Le dispositif relatif aux exigences de fonds propres au titre
des risques de marché est inchangé et fait appel aux valeurs de
marché enregistrées dans la comptabilité des
établissements.
Le nouveau régime applicable au risque de crédit
repose encore très largement sur les données issues de la
comptabilité :
· les valeurs comptables servent directement de base au
calcul des exigences de fonds propres dans le cadre du modèle standard
ainsi que, dans les cas d'utilisation de modèles internes, pour le
calcul des expositions en risque relatives aux actions et actifs immobiliers
notamment ;
· en pratique, le calcul des expositions en risque
relatives aux produits de taux (prêts et actifs obligataires) demeurera
très largement assis sur le coût historique comptable de ces
actifs.
Section1 : Aménagement prudentiel
Nécessaire des nouvelles normes IFRS pour atteindre les objectifs de la
supervision bancaire
§1 La réglementation prudentielle poursuit des
objectifs spécifiques
L'objectif de la supervision bancaire est de veiller à
la protection des intérêts des déposants, de contribuer au
bon fonctionnement du système bancaire et de veiller à la
stabilité financière, favorable au développement
économique, le tout dans une optique de long terme. Ces facteurs peuvent
amener la supervision bancaire à privilégier une optique de plus
grande prudence par rapport aux règles et conventions comptables, en
particulier pour l'évaluation des fonds propres.
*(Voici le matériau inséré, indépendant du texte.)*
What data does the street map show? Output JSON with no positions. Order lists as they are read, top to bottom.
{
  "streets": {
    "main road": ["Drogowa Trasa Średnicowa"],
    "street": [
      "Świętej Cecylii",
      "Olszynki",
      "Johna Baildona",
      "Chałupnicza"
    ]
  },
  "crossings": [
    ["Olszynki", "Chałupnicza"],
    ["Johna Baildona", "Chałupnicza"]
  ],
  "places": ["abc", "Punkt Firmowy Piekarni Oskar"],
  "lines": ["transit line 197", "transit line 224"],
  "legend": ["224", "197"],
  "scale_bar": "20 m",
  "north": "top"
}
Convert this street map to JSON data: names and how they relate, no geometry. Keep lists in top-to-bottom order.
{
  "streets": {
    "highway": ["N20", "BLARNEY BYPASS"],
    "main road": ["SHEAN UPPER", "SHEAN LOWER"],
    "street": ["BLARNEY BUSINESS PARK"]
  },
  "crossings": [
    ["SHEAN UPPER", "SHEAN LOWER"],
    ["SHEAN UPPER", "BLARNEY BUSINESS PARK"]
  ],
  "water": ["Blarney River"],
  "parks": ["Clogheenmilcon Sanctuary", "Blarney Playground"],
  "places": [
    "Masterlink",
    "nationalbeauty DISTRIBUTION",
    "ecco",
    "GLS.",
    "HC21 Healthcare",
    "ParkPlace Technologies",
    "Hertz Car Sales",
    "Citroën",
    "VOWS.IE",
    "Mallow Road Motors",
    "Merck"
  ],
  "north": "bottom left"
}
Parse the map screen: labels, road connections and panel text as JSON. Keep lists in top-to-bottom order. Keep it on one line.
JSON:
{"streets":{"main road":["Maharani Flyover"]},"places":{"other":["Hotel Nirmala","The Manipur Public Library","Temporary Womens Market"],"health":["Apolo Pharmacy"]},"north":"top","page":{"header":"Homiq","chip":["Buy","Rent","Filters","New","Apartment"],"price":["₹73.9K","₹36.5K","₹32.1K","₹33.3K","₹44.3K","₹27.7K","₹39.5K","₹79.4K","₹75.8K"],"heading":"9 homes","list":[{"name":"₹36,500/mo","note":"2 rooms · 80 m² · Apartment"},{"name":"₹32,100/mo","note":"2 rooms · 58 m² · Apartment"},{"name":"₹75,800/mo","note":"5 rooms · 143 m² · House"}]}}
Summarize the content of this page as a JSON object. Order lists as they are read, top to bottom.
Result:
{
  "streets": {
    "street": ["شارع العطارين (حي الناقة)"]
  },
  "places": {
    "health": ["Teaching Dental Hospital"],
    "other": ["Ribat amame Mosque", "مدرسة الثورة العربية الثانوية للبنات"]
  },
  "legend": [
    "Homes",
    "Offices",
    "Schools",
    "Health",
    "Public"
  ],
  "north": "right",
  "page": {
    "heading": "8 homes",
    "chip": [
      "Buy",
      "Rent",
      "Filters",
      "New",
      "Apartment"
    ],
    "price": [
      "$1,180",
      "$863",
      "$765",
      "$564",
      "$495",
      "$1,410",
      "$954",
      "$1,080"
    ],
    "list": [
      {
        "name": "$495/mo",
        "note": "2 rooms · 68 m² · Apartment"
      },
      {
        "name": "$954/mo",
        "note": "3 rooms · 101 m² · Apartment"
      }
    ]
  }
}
1.1. Le principe de prudence
Un certain nombre de dispositions des IFRS, et en particulier
de la norme IAS 39 relative à la comptabilisation et à
l'évaluation des instruments financiers, ne sont pas pleinement
conformes au principe de prudence tel qu'il est appréhendé en
matière de réglementation prudentielle.
Tout d'abord, la volonté de l'IASB de faire
apparaître la valeur instantanée des entreprises entraîne un
recours accru aux valeurs de marché ou de modèle dans les IFRS
pour évaluer des éléments bilantiels. Ainsi, la part des
plus-values latentes -- qui sont traitées en IFRS de façon
similaire aux moins-values latentes -- va être augmentée dans les
comptes des établissements de crédit. Selon les différents
dispositifs, ces plus-values seront soit intégrées dans les
comptes de résultat avec les activités courantes de
l'établissement, soit directement imputées sur les capitaux
propres. La prise en compte de ces plus-values non encore
réalisées, sur des positions parfois non liquides ou ayant un
caractère non définitif, va à l'encontre du principe
habituel de prudence.
De fait, dans la réglementation prudentielle
internationale, les profits latents ne sont généralement pas
reconnus, sauf sur les instruments liquides activement négociés
sur des marchés profonds et efficients dans une optique de
résultats à court terme.
Par ailleurs, pour évaluer à sa juste valeur un
instrument non négociable, les établissements peuvent avoir
recours à des modèles d'évaluation parfois complexes qui
nécessitent l'utilisation d'un certain nombre d'hypothèses
initiales élaborées au sein des établissements, dont la
compréhension est parfois difficile. La généralisation du
recours à des valeurs de modèle est ainsi susceptible de poser
des problèmes de fiabilité et pourrait de ce fait aller à
l'encontre de l'objectif poursuivi par les superviseurs en faveur de
règles de gestion des risques prudentes, identifiant et favorisant les
meilleures pratiques.
1.2. La qualité des fonds propres
Les superviseurs prudentiels ont identifié des
caractéristiques précises respectées en matière de
définition des fonds propres réglementaires. Ils doivent
être :
- permanents (résilience),
- disponibles rapidement pour absorber les pertes,
- fiables et incontestables dans leur montant.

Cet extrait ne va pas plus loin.